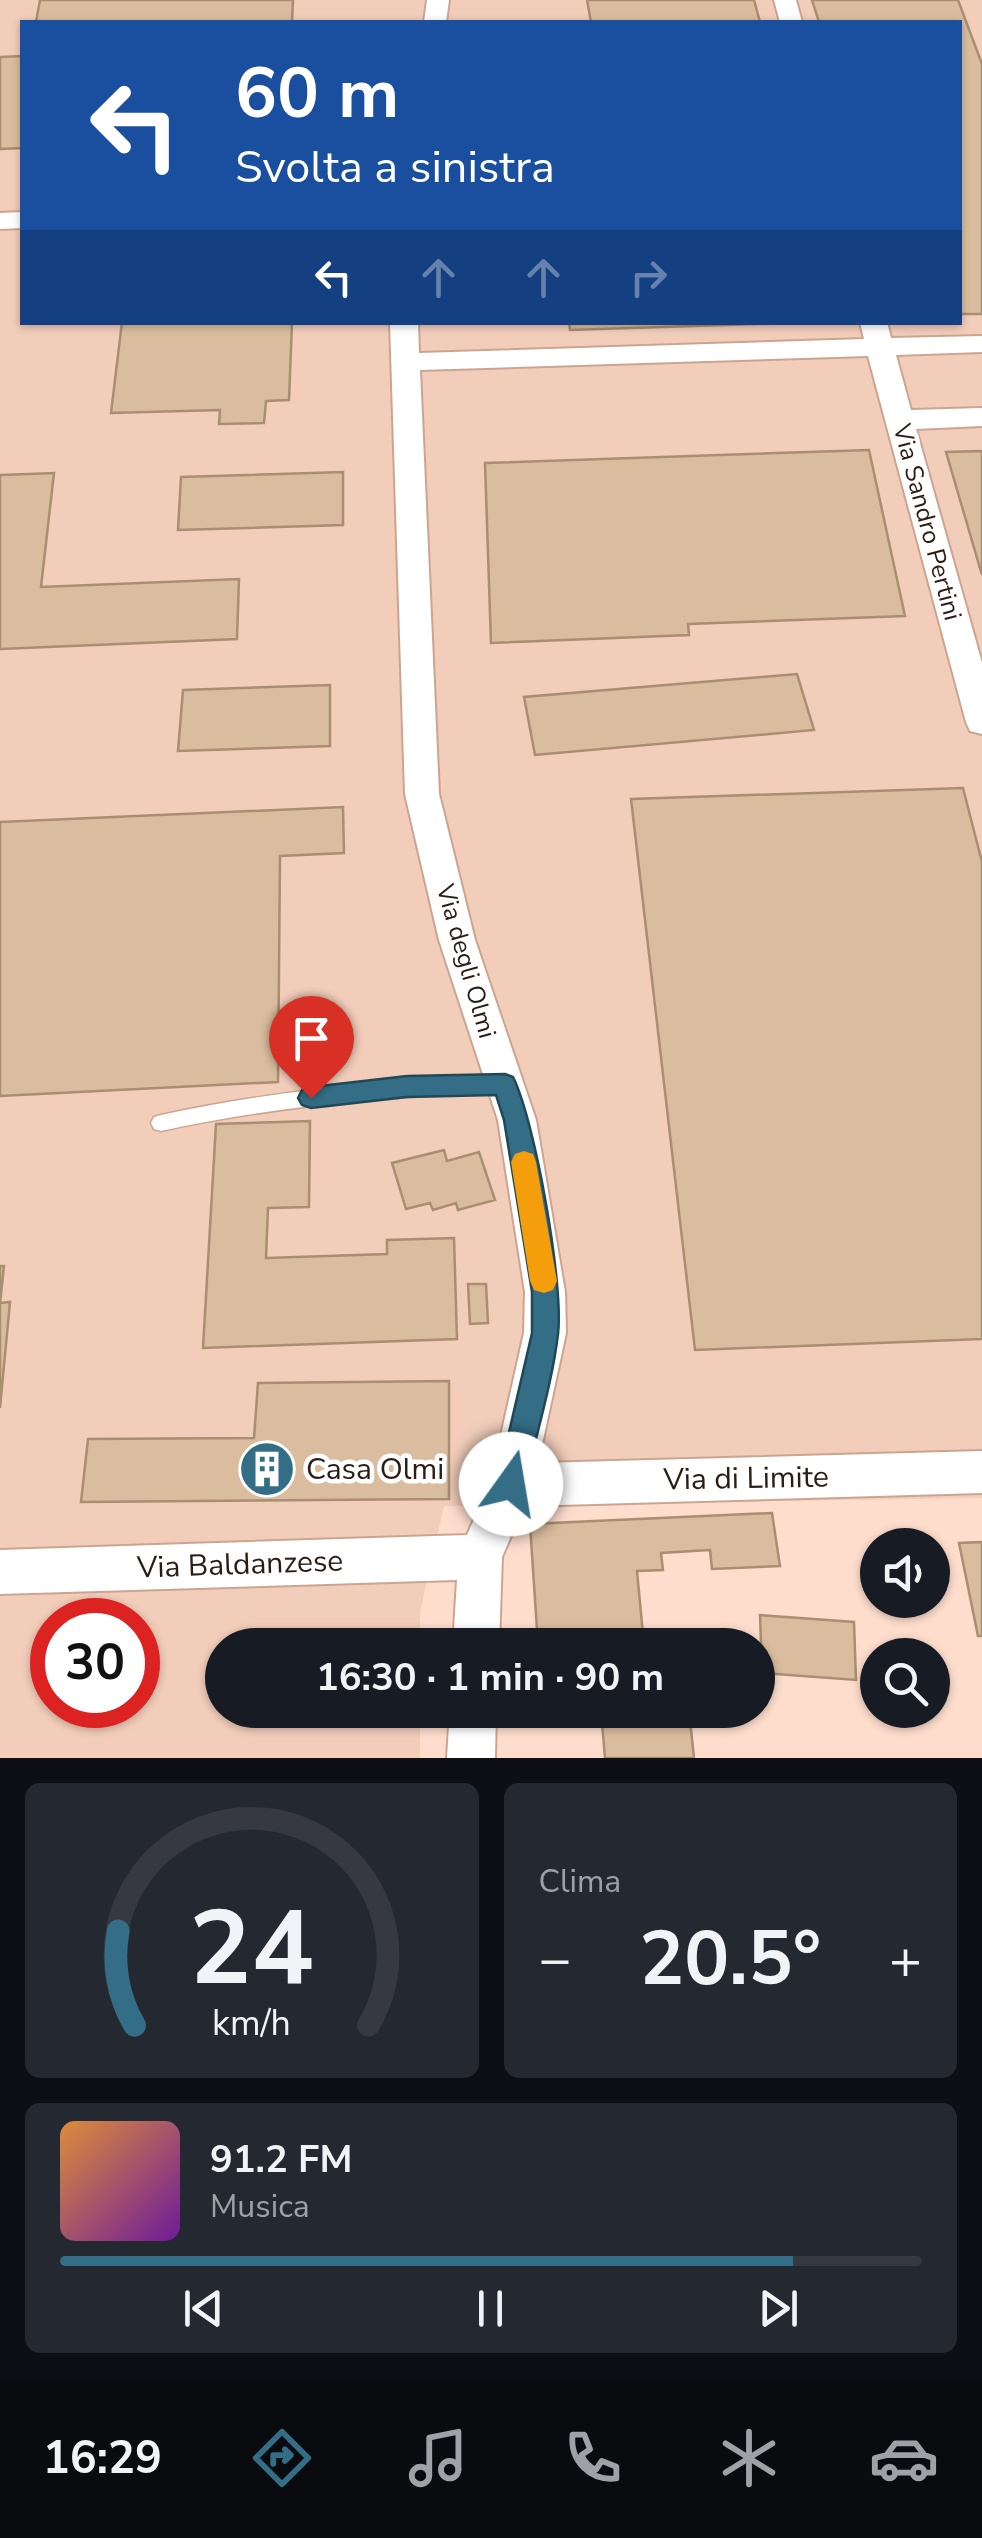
<!DOCTYPE html>
<html lang="it">
<meta charset="utf-8">
<style>
:root{--surface:#171b24;--page:#242831;--text:#f1f3f6;--muted:#9ea1a6;--line:#363941;--accent:#336e86}
body{margin:0;font-family:"Nunito Sans",sans-serif;background:var(--page);color:var(--text);height:100vh;display:flex;flex-direction:column;font-size:38px;white-space:nowrap}
*{box-sizing:border-box;margin:0}
p{font-size:32px;color:var(--muted)}
.icon{flex:none;width:55px;height:55px;fill:none;stroke:currentColor;stroke-width:2;stroke-linecap:round;stroke-linejoin:round}
.map{position:relative;height:1758px;overflow:hidden}
.sheet{display:flex;flex-direction:column;gap:25px;padding:25px;background:#0d0f14;flex:1}
.sheet>*{flex:none}
.banner{position:absolute;left:20px;top:20px;width:942px;height:305px;border-radius:0px;box-shadow:0 2px 8px #0004;background:#1a4fa0;color:#fff;overflow:hidden}
.tools{position:absolute;left:860px;top:1528px;display:grid;gap:20px}
.tools a{display:grid;place-items:center;width:90px;height:90px;border-radius:50%;background:var(--surface);box-shadow:0 2px 8px #0004;font-size:50px}
.speed{position:absolute;left:30px;top:1598px;display:flex;gap:20px;font-size:50px;font-weight:700;text-align:center}
.speed>*{display:grid;place-content:center;width:130px;height:130px;border-radius:50%;background:var(--surface);box-shadow:0 2px 8px #0004;line-height:1}
.speed .limit{border:15px solid #d22;background:#fff;color:#111}
.pin{position:absolute;display:grid;place-items:center;width:85px;height:85px;color:#fff;margin:-102px -42px;border-radius:50% 50% 50% 0;rotate:-45deg;box-shadow:0 0 10px #0007}
.pin .icon{rotate:45deg}
.me{position:absolute;width:110px;margin:-55px;rotate:13deg;stroke-linejoin:round;filter:drop-shadow(0 0 8px #0008)}
.turn{display:flex;align-items:center;gap:35px;height:210px;padding:0 50px;font-size:45px}
.turn .icon{width:130px;height:130px;stroke-width:2.5}
.turn b{display:block;font-size:70px;line-height:85px}
.lanes{display:flex;align-items:center;height:95px;padding:0 50px;background:#0003;justify-content:center;gap:50px;direction:ltr}
.lanes .off{opacity:.35}
.big{font-size:75px;font-weight:700;line-height:1.1}
.sheet .tile{flex:1;display:flex;flex-direction:column;justify-content:center;gap:15px;min-width:0;padding:0 35px;border-radius:15px;background:var(--page)}
.sheet .dial{align-items:center;gap:0}
.dial svg{height:260px;overflow:visible;fill:none;stroke:var(--line);stroke-width:7;stroke-linecap:round;text-anchor:middle}
.dial text{fill:var(--text);stroke:none}
.song{display:flex;align-items:center;gap:30px}
.cover{width:120px;height:120px;border-radius:15px;background:linear-gradient(135deg,hsl(30 70% 55%),hsl(280 70% 35%))}
.played{height:10px;border-radius:5px;background:linear-gradient(90deg,var(--accent) 85%,var(--line) 85%)}
.keys{display:flex;justify-content:space-around;direction:ltr}
.heat{display:flex;justify-content:space-between;align-items:center;font-size:55px;direction:ltr}
.sheet .tiles{flex:1;display:grid;gap:25px;grid-template-columns:1fr 1fr}
.tile:last-child{grid-column:span 2}
.trip{position:absolute;left:205px;top:1628px;width:570px;height:100px;border-radius:50px;background:var(--surface);box-shadow:0 2px 8px #0004;font-weight:700;line-height:100px;text-align:center}
.tabs{display:flex;height:160px;justify-content:space-around;align-items:center;background:#090b0e;color:var(--muted)}
.tabs .icon{width:70px;height:70px}
.tabs .selected{color:var(--accent)}
.tabs b{font-size:45px;color:var(--text)}
.map>svg:first-child{display:block}
.built{fill:#f2cdba;fill-rule:evenodd}
.building{fill:#dabd9e;stroke:#aa8e71;stroke-width:2.5}
.lines{fill:none;stroke-linecap:round;stroke-linejoin:round}
.lane-casing{stroke:#cca592;stroke-width:3}
.street-casing{stroke:#cca592;stroke-width:4}
.lane{fill:#fff;fill-rule:evenodd}
.street{fill:#fff;fill-rule:evenodd}
.route{fill:#336e86;stroke:#214857;stroke-width:2.5}
.slow{fill:#f59e0b}
.labels{text-anchor:middle;stroke-width:9;stroke-linejoin:round;paint-order:stroke}
.street-label{font-size:25px;fill:#2b1c15;stroke:#fff}
.near-poi-label{font-size:30px;fill:#2b1c15;stroke:#fff;text-anchor:start}
.near-street-label{font-size:30px;fill:#2b1c15;stroke:#fff}
</style>
<div class="map">
<svg width="982" height="1758" viewBox="0 0 982 1758">
<rect width="100%" height="100%" fill="#feddcd"/>
<!-- built -->
<path class="built" d="M0 0H982V1498L444 1506 420 1612V1645H222V1710H420V1758H0ZM22 22H960V322H22ZM52 1620H138V1705H52Z"/>
<!-- building -->
<path class="building" d="M40 0H293L292 22H36Z
M587 0H754L760 22H591Z
M812 0H958L982 64V314H960V22H819Z
M22 56V148L0 149V57Z
M122 322H292L289 400 266 401 264 423 219 424 220 410 111 413Z
M569 322H822L570 330Z
M869 450 905 616 688 624 689 635 491 643 485 463Z
M982 451V575L946 452Z
M343 472V525L178 530 181 477Z
M54 473 41 587 239 579 237 639 0 649V475Z
M797 674 814 730 535 755 524 697Z
M330 685V746L178 751 183 690Z
M963 788 982 862V1339L695 1350 631 799Z
M343 807 344 853 280 856 278 1082 0 1096V822Z
M310 1121 309 1207 268 1208 266 1258 387 1254V1240L454 1238 457 1339 203 1348 216 1124Z
M444 1150 447 1161 479 1152 495 1200 458 1210 456 1203 433 1210 430 1203 406 1209 392 1163Z
M0 1266H4L0 1303 10 1302 0 1408Z
M468 1284H486L488 1323 470 1324Z
M449 1381V1499L81 1502 88 1439 254 1438 258 1383Z
M772 1513 780 1566 712 1569 710 1550 661 1553 663 1570 637 1571 644 1645H538L530 1524Z
M982 1542V1636H978L959 1543Z
M760 1615 854 1622 856 1680 762 1673Z
M542 1710H689L694 1758H605L601 1711 542 1713Z"/>
<g class="lines">
<!-- lane casing -->
<g class="lane-casing">
<path id="lane" d="M505 1076 512 1078 514 1084 512 1090 505 1092C389 1096 275 1106 161 1131L154 1129 151 1123 154 1117 161 1115C275 1090 389 1080 505 1076Z"/>
</g>
<!-- street casing -->
<g class="street-casing">
<path id="street" d="M427 0H449L446 22H424Z
M774 0H796L802 22H780Z
M22 212V228L0 229V213Z
M390 322H418L419 353 864 339 860 322H887L891 338 982 336V352L896 355 911 410 982 408V426L916 429 982 663V734L970 731 966 722 868 356 420 370 439 794 475 940 536 1120 565 1292 566 1333 538 1463 982 1451V1493L524 1506 502 1557 499 1645H453L457 1580 0 1594V1550L467 1535 490 1484 524 1333 525 1292 498 1120 439 940 405 794Z
M450 1710H496L495 1758H447Z"/>
</g>
<!-- lane -->
<use href="#lane" class="lane"/>
<!-- street -->
<use href="#street" class="street"/>
</g>
<!-- route -->
<path class="route" d="M505 1074 513 1077C535 1121 564 1285 558 1334 552 1384 536 1435 525 1484L521 1494 511 1498 501 1494 497 1484 532 1333V1292L504 1120 496 1095 407 1097 311 1108 302 1105 298 1098 302 1090 311 1087 407 1076Z"/>
<!-- slow -->
<path class="slow" d="M524 1151 533 1154 536 1162 557 1281 553 1290 544 1293 534 1290 530 1281 511 1162 515 1154Z"/>
<!-- icons -->
<defs>
<g id="building-disc" transform="scale(2.875)"><circle r="9.5" fill="#336e86" stroke="#fff"/><path d="M-4-6H4V6H1V3H-1V6H-4ZM-2.5-4.3h1.7v1.8h-1.7ZM.8-4.3h1.7v1.8H.8ZM-2.5-1h1.7V.8h-1.7ZM.8-1h1.7V.8H.8Z" fill="#fff"/></g>
</defs>
<g fill-rule="evenodd">
<use href="#building-disc" x="267" y="1469"/>
</g>
<g class="labels">
<!-- street labels -->
<g class="street-label">
<text transform="translate(928 522) rotate(75)" y="9">Via Sandro Pertini</text>
<text transform="translate(467 961) rotate(74)" y="9">Via degli Olmi</text>
</g>
<!-- near-poi labels -->
<g class="near-poi-label">
<text x="306" y="1479">Casa Olmi</text>
</g>
<!-- near-street labels -->
<g class="near-street-label">
<text transform="translate(746 1478) rotate(-1)" y="10">Via di Limite</text>
<text transform="translate(240 1564) rotate(-2)" y="10">Via Baldanzese</text>
</g>
</g>
</svg>
<div class="tools">
<a><svg class="icon" aria-label="sound" viewBox="0 0 24 24"><path d="M4 9h4l5-4v14l-5-4H4zM17 9q2 3 0 6"/></svg></a>
<a><svg class="icon" aria-label="search" viewBox="0 0 24 24"><circle cx="10" cy="10" r="6"/><path d="M15 15l6 6"/></svg></a>
</div>
<div class="speed"><div class="limit">30</div></div>
<div class="pin" style="left:311px;top:1098px;background:#d93025"><svg class="icon" aria-label="arrive" viewBox="0 0 24 24"><path d="M6 21V4h12l-3 4 3 4H6"/></svg></div>
<svg class="me" style="left:511px;top:1484px" viewBox="-20 -20 40 40"><circle r="19" fill="#fff"/><path d="M0-13L10 11 0 6-10 11z" fill="#336e86"/></svg>
<div class="trip">16:30 · 1 min · 90 m</div>
<div class="banner">
<div class="turn"><svg class="icon" aria-label="left" viewBox="0 0 24 24"><path d="M17 20v-9H6M10 6l-5 5 5 5"/></svg><div><b>60 m</b>Svolta a sinistra</div></div>
<div class="lanes"><svg class="icon" aria-label="left" viewBox="0 0 24 24"><path d="M17 20v-9H6M10 6l-5 5 5 5"/></svg><svg class="icon off" aria-label="ahead" viewBox="0 0 24 24"><path d="M12 20V5M6 11l6-6 6 6"/></svg><svg class="icon off" aria-label="ahead" viewBox="0 0 24 24"><path d="M12 20V5M6 11l6-6 6 6"/></svg><svg class="icon off" aria-label="right" viewBox="0 0 24 24"><path d="M7 20v-9h11M14 6l5 5-5 5"/></svg></div>
</div>
</div>
<section class="sheet">
<div class="tiles">
<div class="tile dial"><svg viewBox="0 0 100 80">
<path d="M14 69A42 42 0 1 1 86 69"/>
<path d="M14 69A42 42 0 0 1 9 40" stroke="#336e86"/>
<text x="50" y="56" font-size="32" font-weight="700">24</text>
<text x="50" y="72" font-size="11">km/h</text>
</svg></div>
<div class="tile"><p>Clima</p>
<div class="heat"><a>−</a><b class="big">20.5°</b><a>+</a></div>
</div>
<div class="tile">
<div class="song"><i class="cover"></i><div><b>91.2 FM</b><p>Musica</p></div></div>
<div class="played"></div>
<div class="keys"><svg class="icon" aria-label="previous" viewBox="0 0 24 24"><path d="M18 5L8 12l10 7zM5 5v14"/></svg><svg class="icon" aria-label="pause" viewBox="0 0 24 24"><path d="M8 5v14M16 5v14"/></svg><svg class="icon" aria-label="next" viewBox="0 0 24 24"><path d="M6 5l10 7-10 7zM19 5v14"/></svg></div>
</div>
</div>
</section>
<nav class="tabs">
<b>16:29</b>
<svg class="icon selected" aria-label="directions" viewBox="0 0 24 24"><path d="M12 3l9 9-9 9-9-9zM9 14v-3h6M13 9l2 2-2 2"/></svg>
<svg class="icon" aria-label="music" viewBox="0 0 24 24"><path d="M9 18V5l10-2v13"/><circle cx="6" cy="18" r="3"/><circle cx="16" cy="16" r="3"/></svg>
<svg class="icon" aria-label="phone" viewBox="0 0 24 24"><path d="M5 4h4l2 5-3 2q2 4 5 5l2-3 5 2v4C11 20 4 13 5 4z"/></svg>
<svg class="icon" aria-label="climate" viewBox="0 0 24 24"><path d="M12 3v18M4 7l16 10M4 17L20 7"/></svg>
<svg class="icon" aria-label="car" viewBox="0 0 24 24"><path d="M5 17H2v-5l4-1 3-4h7l3 4 3 1v5h-3M9 17h6M6 11h13"/><circle cx="7" cy="17" r="2"/><circle cx="17" cy="17" r="2"/></svg>
</nav>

★ ★ ★ ★

=== Exercise ===
Give again exactly, and only, the lines above starting at the one with "M343 472V525L178 530 181 477Z" and ending at the one with "M22 212V228L0 229V213Z".

=== Answer for this exercise ===
M343 472V525L178 530 181 477Z
M54 473 41 587 239 579 237 639 0 649V475Z
M797 674 814 730 535 755 524 697Z
M330 685V746L178 751 183 690Z
M963 788 982 862V1339L695 1350 631 799Z
M343 807 344 853 280 856 278 1082 0 1096V822Z
M310 1121 309 1207 268 1208 266 1258 387 1254V1240L454 1238 457 1339 203 1348 216 1124Z
M444 1150 447 1161 479 1152 495 1200 458 1210 456 1203 433 1210 430 1203 406 1209 392 1163Z
M0 1266H4L0 1303 10 1302 0 1408Z
M468 1284H486L488 1323 470 1324Z
M449 1381V1499L81 1502 88 1439 254 1438 258 1383Z
M772 1513 780 1566 712 1569 710 1550 661 1553 663 1570 637 1571 644 1645H538L530 1524Z
M982 1542V1636H978L959 1543Z
M760 1615 854 1622 856 1680 762 1673Z
M542 1710H689L694 1758H605L601 1711 542 1713Z"/>
<g class="lines">
<!-- lane casing -->
<g class="lane-casing">
<path id="lane" d="M505 1076 512 1078 514 1084 512 1090 505 1092C389 1096 275 1106 161 1131L154 1129 151 1123 154 1117 161 1115C275 1090 389 1080 505 1076Z"/>
</g>
<!-- street casing -->
<g class="street-casing">
<path id="street" d="M427 0H449L446 22H424Z
M774 0H796L802 22H780Z
M22 212V228L0 229V213Z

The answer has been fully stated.